Заправки в таких деревнях, как правило, располагались в центре, рядом с рынком. Здесь было шумно, бойко, сновали местные, изредка проезжали груженые пикапы. Женщины, казалось бы, лишенные всякого изящества – обладательницы тяжелых, словно вылепленных из темного пластилина, тел – несли на головах сетки с фруктами или с домашней утварью. Но я невольно засматривалась на плавное движение больших бедер, безупречно прямые спины и легкую, но твердую поступь, видимо, усвоенную ими с рождения, перенятую от древних прародительниц.

Дети бегали от прилавка к прилавку, бесцеремонно разглядывая и щупая быстрыми движениями выставленный товар.

– Что-то на заправке очередь: машин двадцать стоит, хвост отсюда вижу, – произнес Миша, указывая рукой на вереницу пикапов.

Антон вышел из машины расспросить местных о том, что случилось.

– Остаемся ждать, – сказал Антон, снова залезая на переднее сиденье, – два дня бензина не было, но вроде сегодня должны привезти.

– Вроде? – переспросила я. – Когда привезут-то?

– Сказали, к шести, – ответил Антон

– То есть, когда уже стемнеет, – подключился к разговору Миша.

– Не вариант ждать до темноты, – беспокойно сказала Феня, – давайте попробуем у кого-то перекупить? Вон полиция стоит, может, продадут за двойную цену?

– Предлагаю спокойно ждать, – не согласился Антон. – Привезут, заправимся и поедем дальше. Никто нам тут ничего не сделает.

– Фотики с планшетом хотя бы уберите от окна, – предложила я, – зачем лишний раз любопытство у людей вызывать.

Закрыв машину изнутри, мы остались ждать на заправке. Время тянулось медленно. Вокруг происходила все та же, не особо интересная жизнь. Ближе к четырем часам дня солнце стало менее ярким, и тени изменили свое положение.

– Пойду все-таки к ментам схожу, – сказал Костя, – и, пока светло, поищу еще кого-то, кто может продать. На рынке, думаю, могут желающие найтись. Телефон с собой беру, так что на связи, – с этими словами, он вылез из микроавтобуса и подошел к полицейской машине. Из окна мы видели, что переговоры успехом не увенчались. Костя махнул нам рукой и зашагал прочь от заправки по направлению к рынку.

– Антон, может, тебе с ним сходить? – предложила Феня. Но Антон промолчал, и разговор на этом прекратился.

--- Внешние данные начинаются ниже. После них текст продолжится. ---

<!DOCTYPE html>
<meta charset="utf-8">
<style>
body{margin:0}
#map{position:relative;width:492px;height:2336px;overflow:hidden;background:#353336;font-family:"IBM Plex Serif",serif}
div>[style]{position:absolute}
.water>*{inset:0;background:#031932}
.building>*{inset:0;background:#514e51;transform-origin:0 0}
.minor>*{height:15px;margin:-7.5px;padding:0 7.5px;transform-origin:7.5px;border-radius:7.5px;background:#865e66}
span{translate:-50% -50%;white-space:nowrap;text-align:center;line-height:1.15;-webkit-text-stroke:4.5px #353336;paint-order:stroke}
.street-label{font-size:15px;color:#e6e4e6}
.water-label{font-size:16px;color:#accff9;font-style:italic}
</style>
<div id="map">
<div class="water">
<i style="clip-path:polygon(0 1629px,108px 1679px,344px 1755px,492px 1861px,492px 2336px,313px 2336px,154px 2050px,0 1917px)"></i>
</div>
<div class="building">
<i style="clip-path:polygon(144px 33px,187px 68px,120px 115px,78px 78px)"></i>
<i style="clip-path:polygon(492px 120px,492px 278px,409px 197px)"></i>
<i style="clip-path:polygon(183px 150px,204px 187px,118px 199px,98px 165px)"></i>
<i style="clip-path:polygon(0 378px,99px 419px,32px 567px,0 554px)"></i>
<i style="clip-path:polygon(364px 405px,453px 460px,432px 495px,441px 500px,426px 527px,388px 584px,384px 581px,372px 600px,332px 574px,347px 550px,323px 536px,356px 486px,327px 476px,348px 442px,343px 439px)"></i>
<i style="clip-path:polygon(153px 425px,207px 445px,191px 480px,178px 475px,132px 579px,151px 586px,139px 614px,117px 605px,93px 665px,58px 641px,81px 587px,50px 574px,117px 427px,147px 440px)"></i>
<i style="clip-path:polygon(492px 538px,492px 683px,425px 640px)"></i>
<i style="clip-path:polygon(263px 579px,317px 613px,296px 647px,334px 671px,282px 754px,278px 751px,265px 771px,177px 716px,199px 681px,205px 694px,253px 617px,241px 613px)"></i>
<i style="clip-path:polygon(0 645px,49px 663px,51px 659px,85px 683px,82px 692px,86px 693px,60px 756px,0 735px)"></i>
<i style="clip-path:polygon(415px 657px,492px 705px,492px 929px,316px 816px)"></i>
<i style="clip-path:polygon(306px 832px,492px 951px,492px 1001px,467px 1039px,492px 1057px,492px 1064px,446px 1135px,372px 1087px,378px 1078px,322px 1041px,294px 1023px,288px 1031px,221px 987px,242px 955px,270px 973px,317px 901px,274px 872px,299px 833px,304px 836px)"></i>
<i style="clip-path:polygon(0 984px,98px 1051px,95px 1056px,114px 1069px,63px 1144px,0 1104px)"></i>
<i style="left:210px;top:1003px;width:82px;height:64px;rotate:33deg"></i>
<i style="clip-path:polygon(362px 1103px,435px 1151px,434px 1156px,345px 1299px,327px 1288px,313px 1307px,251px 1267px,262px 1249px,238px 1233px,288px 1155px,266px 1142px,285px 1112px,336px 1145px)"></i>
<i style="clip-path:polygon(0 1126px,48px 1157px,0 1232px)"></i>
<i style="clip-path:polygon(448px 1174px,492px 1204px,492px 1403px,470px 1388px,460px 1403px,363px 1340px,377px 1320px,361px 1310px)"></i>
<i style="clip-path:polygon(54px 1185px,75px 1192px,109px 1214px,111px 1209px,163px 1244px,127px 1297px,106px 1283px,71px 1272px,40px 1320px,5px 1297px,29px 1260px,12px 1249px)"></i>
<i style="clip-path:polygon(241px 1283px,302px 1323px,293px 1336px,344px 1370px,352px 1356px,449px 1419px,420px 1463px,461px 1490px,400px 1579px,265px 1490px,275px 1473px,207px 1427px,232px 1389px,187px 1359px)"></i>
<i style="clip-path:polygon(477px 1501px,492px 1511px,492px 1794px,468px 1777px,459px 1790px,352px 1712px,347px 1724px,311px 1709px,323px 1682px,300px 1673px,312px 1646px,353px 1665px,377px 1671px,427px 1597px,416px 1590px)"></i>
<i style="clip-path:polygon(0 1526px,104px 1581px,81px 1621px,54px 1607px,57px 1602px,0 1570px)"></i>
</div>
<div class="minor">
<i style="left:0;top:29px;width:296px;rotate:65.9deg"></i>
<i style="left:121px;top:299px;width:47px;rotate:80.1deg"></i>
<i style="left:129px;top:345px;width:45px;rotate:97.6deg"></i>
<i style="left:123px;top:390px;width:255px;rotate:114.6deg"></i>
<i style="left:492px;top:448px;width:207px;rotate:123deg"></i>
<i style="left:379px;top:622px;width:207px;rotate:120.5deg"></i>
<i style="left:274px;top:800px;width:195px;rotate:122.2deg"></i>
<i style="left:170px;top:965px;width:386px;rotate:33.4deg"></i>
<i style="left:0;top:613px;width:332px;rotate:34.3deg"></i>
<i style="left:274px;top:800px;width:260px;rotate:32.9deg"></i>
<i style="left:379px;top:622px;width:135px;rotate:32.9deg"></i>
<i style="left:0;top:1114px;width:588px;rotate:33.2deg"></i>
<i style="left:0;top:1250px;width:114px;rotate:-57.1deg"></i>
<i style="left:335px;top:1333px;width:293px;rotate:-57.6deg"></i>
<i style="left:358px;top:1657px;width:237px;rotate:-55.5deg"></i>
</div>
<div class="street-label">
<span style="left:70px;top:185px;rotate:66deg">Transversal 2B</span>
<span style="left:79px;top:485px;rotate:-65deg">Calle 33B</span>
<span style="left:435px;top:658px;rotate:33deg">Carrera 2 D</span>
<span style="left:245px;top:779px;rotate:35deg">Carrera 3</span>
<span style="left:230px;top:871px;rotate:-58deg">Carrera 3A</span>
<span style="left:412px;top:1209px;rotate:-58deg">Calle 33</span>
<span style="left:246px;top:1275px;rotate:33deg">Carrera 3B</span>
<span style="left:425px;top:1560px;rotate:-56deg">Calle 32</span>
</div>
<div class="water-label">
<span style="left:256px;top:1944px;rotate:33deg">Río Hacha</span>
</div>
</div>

Кости не было уже с полчаса. По мере того, как надвигался вечер, наша машина привлекала все больше внимания. Местные проходили мимо и не стесняясь заглядывали в окна, кто-то стучал и знаками просил открыть дверь. Я заметила человека, стоявшего на противоположной стороне улицы. Казалось, он не выделял нас в гуще других машин и людей, но я почему-то была уверена, что он прекрасно видит автобус. Странный был человек: одет в лохмотья, через плечо яркая котомка, жесткие черные волосы с проседью сваляны в густые дреды, нелепые украшения свисали с шеи, обуви на нем не было. Казалось бы, обычный бродяга, которые встречались нам каждый день, но было в нем что-то, что заставляло меня непроизвольно возвращаться к нему взглядом. Через несколько минут он перешел дорогу и направился в сторону заправки, отчего мне стало совсем не по себе. Мысленно я уговаривала себя успокоиться. Конечно, стоило проштудировать африканские мифы, чтобы потом мне снились духи, переходящие из мира живых в мир мертвых, а в каждом бродяге виделись мифические существа, которые должны завершить свою миссию на земле. Иногда хорошее воображение очень мешает трезво оценивать реальность.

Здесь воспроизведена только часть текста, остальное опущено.